I remember one run Jason and I took on a very hot, humid day. We were going for 6 miles, and I didn't feel so great, and it was around 1 pm, 95 degrees, and so humid, it was hard to breathe. I felt like crap, but I wouldn't stop. Jason asked if I wanted to stop. "Not unless I fall down, pass out, or throw up," I replied. Then I almost wanted one of those things to happen to justify stopping. That scared me. We joined a gym shortly after, and I spent 2-3 hours at the gym every day. It took up all my free time. I remember thinking that I couldn't keep this up because it was exhausting. There were days so low I remember wishing I could be anorexic. I would research the topic in search of ways to stop eating and not be hungry. "How do they do it?" I wondered. Did I lack the will and strength to abstain from food? This way of thinking was pathetic.
Somewhere around this time, I began having knee problems and started cross-training. I realized that triathlon training might be something I would enjoy. I signed up for my first triathlon and started training. I was logging around 15 hours a week at this time. Soon, I suffered from exhaustion and several injuries. I no longer looked forward to my workouts and I was becoming depressed and irritable. I was suffering from signs of overtraining. I learned that, sometimes, less is more, and I backed off on the training volume. I began to focus on the quality, not quantity of each workout. I outlined a plan for my training schedule so that not every workout was at such a high intensity level. I also scheduled rest days. This seemed to work a lot better. I could follow the plan and not be so afraid that if I took 1 rest day, that I would become a ball of flab.
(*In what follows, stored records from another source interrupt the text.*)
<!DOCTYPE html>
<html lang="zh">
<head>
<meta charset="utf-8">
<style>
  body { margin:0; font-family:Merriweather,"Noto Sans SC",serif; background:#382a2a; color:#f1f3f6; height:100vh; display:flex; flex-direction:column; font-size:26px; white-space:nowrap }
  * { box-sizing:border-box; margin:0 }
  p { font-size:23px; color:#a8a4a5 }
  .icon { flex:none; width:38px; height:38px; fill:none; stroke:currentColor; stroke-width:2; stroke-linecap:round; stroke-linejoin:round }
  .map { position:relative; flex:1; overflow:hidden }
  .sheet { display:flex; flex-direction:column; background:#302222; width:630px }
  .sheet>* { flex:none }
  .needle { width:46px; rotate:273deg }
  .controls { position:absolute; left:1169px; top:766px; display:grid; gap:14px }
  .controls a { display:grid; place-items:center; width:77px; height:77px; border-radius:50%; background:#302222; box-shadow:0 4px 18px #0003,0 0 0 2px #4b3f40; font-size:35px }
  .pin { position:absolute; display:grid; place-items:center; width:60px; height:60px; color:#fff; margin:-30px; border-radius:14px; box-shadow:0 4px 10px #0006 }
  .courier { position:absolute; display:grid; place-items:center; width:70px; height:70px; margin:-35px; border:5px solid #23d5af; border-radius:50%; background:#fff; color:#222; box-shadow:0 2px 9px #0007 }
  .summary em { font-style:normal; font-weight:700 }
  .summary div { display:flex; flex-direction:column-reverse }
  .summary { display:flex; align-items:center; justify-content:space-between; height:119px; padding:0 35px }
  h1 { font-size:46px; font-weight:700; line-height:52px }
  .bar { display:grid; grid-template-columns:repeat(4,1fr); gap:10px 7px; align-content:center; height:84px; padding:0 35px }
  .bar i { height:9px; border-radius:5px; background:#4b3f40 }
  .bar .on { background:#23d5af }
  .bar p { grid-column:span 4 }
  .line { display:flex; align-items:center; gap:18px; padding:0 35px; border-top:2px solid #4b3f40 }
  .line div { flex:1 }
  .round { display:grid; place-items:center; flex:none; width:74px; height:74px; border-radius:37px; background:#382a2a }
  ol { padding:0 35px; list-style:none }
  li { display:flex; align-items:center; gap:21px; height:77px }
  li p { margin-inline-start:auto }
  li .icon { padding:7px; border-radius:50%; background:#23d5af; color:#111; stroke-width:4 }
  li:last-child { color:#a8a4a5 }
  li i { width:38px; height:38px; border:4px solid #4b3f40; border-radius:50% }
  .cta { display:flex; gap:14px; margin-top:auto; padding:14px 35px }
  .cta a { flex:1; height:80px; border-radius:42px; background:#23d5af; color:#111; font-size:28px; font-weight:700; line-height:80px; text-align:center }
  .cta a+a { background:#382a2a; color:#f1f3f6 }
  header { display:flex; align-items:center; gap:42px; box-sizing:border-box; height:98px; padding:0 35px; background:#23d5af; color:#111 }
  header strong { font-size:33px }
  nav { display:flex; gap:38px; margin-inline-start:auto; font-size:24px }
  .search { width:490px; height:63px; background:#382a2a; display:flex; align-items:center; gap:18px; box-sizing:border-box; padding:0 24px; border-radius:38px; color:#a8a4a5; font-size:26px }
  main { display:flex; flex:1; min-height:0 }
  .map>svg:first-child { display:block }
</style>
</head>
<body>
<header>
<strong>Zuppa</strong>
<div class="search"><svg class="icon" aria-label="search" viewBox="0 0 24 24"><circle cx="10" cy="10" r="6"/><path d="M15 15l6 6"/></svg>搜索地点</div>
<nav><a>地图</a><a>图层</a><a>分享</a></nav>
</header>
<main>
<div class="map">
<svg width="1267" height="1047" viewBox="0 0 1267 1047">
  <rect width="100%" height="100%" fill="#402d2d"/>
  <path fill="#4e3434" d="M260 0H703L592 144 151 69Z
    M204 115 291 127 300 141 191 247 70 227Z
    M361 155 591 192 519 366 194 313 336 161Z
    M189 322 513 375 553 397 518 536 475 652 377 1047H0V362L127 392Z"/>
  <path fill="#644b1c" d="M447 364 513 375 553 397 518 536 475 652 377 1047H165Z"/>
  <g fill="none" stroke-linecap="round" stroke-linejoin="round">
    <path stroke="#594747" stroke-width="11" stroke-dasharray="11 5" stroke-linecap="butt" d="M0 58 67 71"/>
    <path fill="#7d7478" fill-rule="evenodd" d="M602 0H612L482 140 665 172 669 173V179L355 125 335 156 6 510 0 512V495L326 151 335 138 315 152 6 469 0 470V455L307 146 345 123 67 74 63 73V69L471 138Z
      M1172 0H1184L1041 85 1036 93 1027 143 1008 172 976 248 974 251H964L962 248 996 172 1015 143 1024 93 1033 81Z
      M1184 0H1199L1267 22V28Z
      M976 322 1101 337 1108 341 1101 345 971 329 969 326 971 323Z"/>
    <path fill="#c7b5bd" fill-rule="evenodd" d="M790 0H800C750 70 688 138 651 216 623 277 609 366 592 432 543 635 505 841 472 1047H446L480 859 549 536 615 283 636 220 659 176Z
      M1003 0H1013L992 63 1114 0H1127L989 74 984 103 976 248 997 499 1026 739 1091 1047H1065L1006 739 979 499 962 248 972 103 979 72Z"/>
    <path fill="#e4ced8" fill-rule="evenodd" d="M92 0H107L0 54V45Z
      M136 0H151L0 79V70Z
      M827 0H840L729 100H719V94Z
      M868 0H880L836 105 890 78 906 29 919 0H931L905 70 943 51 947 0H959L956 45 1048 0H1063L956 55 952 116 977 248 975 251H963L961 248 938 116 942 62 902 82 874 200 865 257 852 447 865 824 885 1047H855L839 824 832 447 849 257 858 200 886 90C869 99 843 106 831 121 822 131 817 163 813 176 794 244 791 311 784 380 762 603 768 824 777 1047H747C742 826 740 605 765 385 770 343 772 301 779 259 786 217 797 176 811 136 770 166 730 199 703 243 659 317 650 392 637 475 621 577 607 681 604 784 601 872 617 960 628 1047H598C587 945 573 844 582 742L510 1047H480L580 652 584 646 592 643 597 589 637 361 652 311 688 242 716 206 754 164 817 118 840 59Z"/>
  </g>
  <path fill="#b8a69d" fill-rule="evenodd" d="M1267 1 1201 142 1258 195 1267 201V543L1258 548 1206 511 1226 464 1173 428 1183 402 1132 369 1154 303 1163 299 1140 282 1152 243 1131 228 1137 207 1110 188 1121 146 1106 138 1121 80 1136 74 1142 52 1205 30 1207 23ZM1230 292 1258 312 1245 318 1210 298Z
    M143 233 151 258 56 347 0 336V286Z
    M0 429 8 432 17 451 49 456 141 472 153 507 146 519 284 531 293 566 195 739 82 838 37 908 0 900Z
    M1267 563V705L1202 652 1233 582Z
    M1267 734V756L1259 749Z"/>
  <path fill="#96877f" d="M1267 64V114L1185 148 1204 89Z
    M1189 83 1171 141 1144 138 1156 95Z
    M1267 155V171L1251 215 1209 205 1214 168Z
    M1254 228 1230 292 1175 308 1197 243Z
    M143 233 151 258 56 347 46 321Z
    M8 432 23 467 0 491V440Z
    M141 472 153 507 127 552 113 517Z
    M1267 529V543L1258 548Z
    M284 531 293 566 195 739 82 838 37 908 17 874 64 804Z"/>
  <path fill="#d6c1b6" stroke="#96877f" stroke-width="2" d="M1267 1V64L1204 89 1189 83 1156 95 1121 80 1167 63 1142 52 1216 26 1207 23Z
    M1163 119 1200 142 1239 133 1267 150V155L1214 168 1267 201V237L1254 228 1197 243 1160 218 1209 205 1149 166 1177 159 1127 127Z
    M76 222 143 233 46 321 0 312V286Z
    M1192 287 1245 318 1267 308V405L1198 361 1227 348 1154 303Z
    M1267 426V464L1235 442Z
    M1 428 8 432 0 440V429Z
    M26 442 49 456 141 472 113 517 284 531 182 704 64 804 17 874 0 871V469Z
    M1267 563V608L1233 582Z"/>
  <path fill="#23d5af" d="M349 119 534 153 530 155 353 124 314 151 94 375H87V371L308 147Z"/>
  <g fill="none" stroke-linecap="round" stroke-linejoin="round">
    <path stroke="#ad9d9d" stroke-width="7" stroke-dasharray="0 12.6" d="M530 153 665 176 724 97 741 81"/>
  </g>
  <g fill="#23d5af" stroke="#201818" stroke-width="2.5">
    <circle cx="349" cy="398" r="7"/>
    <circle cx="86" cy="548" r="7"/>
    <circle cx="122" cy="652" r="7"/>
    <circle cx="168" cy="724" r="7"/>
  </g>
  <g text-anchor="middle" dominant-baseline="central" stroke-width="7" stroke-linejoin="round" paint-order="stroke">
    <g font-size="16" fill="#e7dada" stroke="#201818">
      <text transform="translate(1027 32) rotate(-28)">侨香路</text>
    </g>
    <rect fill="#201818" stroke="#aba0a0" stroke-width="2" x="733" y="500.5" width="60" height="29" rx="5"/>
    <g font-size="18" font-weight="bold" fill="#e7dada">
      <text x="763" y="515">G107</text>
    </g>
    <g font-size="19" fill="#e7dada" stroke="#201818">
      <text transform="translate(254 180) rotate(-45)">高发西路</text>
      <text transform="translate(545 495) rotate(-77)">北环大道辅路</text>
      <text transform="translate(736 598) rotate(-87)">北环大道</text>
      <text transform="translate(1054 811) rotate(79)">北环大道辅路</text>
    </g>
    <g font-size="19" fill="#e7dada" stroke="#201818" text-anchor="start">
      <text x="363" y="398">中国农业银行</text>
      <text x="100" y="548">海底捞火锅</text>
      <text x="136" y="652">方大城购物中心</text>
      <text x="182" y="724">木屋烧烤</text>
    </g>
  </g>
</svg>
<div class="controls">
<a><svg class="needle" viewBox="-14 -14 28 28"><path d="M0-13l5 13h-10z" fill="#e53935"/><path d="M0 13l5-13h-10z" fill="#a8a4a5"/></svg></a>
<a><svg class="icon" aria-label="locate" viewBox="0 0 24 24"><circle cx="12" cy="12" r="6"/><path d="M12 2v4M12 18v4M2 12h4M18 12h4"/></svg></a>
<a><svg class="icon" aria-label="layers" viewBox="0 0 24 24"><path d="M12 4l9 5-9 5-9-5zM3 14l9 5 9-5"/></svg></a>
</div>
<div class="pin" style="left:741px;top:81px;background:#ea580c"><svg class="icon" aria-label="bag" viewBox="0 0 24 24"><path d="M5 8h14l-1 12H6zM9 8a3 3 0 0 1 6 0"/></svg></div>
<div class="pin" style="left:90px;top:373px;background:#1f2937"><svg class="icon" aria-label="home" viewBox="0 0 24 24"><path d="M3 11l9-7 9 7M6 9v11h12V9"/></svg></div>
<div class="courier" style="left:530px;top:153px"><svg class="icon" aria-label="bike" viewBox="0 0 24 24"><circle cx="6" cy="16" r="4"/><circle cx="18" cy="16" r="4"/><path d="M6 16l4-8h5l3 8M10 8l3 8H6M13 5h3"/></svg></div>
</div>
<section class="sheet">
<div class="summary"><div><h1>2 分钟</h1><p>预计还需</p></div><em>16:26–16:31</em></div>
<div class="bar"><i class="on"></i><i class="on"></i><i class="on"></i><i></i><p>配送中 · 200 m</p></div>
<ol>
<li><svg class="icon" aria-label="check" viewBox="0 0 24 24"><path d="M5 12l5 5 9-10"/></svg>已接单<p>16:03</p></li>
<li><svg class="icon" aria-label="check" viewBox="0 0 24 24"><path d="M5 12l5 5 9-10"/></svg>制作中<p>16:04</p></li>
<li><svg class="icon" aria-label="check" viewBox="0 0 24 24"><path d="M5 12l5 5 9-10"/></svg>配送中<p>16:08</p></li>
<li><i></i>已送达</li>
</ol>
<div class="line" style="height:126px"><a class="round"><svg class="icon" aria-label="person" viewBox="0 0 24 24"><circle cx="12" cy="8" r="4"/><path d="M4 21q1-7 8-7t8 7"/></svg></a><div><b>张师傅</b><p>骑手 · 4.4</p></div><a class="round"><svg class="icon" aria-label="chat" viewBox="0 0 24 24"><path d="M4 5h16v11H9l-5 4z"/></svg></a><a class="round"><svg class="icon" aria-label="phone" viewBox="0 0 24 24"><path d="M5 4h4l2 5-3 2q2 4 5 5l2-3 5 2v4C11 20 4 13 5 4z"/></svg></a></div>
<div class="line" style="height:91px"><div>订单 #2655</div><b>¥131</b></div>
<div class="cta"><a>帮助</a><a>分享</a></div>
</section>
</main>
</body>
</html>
The first triathlon was awesome. It was exhilarating and energizing. I felt so good and strong afterwards. It was liberating and built up my confidence. I was amazed at what my body could do. I wondered how much it could really do. For the first time, I was relishing in what my body could do, and not focusing so much on how it looked. At the same time, I was forced to listen to my body. After the race, I was exhausted and it was so rewarding to nap and watch movies the rest of the weekend. I had earned a rest. In addition, I was ravenous. My body told me what to eat. I craved eggs, fruit, and tuna fish. It was obvious that my body needed this. I slowly began listening to my body and trying to work with it to see how far I could go. I wasn't working against myself for the first time.
Today, I'm struggling with balancing lab and a drastically changing life with routine and exercise, which I crave. I've lost a significant amount of fitness, and this depresses me. At the same time, it feels good to work out simply for the work out and not for some ultimate competitive goal. I'm learning to enjoy exercise again for the simple pleasure of the exercise and fresh air. It's nice not to be so competitive and not feel so pressured. There's something about getting outside and running until your panting and dripping sweat that is refreshing.
It's still a constant battle. I think I will feel better once I steer myself back on track--with regular workouts and a healthier eating plan. Right now, I feel like a blob. I know I could revert back to my original, over-critical self very easily, and I'm fighting it. It's not rational. In my head, I know what is good for me and healthy, but emotionally, I feel like sometimes I have no control over these belittling, self-deflating thoughts. I plod on.